## Aim of the exercise
Each line of the records below that includes "search" adds one to the count; state the final count by itself.

━━━━━ Given entries ━━━━━

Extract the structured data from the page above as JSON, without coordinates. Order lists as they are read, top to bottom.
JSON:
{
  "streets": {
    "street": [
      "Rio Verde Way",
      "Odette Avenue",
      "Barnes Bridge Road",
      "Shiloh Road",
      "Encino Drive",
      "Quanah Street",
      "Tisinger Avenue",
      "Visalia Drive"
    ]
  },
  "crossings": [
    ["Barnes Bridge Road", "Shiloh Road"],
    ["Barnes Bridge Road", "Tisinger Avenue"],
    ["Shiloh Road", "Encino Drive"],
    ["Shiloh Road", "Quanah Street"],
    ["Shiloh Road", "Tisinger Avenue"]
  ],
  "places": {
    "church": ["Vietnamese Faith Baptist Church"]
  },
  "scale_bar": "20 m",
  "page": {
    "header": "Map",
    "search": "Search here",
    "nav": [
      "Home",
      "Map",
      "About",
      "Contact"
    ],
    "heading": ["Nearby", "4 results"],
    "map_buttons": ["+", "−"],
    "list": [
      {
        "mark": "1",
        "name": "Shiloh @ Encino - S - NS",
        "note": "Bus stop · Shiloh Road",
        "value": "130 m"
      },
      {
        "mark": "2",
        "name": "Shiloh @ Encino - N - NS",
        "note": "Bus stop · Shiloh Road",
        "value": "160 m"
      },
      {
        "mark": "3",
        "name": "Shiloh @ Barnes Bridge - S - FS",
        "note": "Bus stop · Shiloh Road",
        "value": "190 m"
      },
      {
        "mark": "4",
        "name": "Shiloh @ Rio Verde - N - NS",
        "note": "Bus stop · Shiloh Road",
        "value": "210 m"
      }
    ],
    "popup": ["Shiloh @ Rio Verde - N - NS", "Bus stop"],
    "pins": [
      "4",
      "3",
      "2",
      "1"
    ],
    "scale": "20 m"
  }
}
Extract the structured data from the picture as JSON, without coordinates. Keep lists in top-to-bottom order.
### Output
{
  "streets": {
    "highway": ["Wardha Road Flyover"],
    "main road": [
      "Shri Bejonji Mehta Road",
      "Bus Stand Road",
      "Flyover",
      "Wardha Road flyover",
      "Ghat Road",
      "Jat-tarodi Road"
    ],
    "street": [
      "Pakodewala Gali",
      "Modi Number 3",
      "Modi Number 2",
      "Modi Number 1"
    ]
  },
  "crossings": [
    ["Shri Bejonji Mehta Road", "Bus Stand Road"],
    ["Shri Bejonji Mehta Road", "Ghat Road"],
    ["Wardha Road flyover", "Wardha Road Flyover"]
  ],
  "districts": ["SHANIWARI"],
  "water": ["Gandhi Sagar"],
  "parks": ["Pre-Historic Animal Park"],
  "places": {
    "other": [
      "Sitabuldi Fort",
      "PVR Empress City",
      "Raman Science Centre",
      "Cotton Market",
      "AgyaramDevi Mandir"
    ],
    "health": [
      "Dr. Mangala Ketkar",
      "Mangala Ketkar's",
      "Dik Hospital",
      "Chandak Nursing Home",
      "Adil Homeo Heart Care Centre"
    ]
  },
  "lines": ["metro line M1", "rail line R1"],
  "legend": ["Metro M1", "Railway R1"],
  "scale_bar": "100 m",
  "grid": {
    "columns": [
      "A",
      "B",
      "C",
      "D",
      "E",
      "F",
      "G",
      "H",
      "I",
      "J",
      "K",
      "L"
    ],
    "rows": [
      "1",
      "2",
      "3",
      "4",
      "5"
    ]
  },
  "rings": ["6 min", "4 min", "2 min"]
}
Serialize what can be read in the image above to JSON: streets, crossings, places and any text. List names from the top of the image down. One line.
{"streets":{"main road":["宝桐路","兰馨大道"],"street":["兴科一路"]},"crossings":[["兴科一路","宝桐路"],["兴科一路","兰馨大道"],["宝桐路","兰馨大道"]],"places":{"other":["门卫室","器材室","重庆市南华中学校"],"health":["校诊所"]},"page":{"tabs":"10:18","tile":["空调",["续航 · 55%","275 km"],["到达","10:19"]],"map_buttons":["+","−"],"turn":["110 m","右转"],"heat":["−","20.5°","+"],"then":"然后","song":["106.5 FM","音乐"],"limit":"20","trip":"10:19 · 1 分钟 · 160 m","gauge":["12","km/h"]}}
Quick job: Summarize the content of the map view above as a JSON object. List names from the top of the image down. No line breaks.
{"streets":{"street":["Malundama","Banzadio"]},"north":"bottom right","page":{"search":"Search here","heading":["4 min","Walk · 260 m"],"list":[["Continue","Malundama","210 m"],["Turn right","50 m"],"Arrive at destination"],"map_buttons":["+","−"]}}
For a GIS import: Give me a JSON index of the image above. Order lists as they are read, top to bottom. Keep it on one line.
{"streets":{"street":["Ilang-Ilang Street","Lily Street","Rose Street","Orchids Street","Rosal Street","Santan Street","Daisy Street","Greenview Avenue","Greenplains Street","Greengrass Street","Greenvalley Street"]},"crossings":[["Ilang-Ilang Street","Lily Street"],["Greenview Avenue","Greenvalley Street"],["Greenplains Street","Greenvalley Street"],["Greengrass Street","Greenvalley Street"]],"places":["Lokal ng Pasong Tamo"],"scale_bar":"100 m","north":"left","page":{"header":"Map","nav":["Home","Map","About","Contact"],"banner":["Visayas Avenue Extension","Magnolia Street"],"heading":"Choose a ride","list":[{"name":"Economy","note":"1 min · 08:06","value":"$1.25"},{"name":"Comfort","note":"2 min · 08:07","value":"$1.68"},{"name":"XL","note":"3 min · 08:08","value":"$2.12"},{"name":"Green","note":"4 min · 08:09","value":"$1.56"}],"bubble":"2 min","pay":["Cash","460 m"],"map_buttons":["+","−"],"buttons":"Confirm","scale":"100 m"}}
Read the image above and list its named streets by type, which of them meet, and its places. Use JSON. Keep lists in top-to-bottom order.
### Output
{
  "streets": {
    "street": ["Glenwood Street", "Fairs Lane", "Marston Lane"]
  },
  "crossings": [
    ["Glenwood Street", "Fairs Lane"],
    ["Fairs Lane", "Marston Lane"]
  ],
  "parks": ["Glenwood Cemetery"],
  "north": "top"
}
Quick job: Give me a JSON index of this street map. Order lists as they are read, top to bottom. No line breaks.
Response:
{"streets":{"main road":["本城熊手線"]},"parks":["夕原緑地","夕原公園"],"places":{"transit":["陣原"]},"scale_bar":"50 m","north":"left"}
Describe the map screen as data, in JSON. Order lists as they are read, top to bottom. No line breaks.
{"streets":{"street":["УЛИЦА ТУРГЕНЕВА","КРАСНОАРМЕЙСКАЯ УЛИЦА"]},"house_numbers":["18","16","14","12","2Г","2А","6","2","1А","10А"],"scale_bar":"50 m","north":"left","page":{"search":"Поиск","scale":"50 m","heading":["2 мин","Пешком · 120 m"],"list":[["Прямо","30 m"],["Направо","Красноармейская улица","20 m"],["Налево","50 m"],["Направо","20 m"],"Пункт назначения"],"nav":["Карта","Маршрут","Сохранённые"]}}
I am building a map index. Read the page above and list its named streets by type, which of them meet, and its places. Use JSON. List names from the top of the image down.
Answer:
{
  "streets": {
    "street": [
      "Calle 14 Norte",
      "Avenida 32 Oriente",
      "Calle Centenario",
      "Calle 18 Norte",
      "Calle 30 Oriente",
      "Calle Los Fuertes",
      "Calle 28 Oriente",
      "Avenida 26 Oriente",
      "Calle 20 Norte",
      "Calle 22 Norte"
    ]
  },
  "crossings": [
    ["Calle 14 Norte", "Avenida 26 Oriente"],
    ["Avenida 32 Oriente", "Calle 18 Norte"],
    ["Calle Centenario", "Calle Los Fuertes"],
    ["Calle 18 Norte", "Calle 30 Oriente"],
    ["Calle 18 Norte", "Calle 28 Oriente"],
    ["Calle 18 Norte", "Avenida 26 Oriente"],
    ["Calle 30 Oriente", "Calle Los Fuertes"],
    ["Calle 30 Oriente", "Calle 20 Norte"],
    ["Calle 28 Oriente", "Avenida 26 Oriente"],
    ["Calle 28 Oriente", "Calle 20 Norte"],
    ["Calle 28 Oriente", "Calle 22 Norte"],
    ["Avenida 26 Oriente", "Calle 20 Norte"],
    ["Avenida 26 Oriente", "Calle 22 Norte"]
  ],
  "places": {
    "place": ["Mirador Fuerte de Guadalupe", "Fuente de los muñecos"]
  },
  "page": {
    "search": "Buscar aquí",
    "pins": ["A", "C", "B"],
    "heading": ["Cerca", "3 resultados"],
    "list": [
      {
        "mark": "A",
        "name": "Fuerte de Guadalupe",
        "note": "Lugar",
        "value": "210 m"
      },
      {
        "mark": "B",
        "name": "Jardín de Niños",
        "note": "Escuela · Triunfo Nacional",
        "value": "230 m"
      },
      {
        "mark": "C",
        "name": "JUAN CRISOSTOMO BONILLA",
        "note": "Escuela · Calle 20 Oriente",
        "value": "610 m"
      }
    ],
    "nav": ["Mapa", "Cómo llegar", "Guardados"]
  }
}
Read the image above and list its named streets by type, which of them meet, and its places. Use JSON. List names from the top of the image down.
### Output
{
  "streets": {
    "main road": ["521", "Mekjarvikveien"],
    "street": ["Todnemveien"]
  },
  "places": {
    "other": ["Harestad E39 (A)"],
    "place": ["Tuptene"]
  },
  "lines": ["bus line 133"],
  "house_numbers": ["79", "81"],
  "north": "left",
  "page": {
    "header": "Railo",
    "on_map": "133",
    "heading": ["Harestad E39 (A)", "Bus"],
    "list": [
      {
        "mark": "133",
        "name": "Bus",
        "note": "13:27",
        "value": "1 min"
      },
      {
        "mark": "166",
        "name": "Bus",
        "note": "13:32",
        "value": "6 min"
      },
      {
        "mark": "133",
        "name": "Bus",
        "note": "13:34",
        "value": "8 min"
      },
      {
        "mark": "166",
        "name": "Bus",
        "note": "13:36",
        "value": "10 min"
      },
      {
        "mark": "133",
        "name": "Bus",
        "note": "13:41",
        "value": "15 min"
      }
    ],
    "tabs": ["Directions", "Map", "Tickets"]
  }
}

━━━━━

## Exercise output
4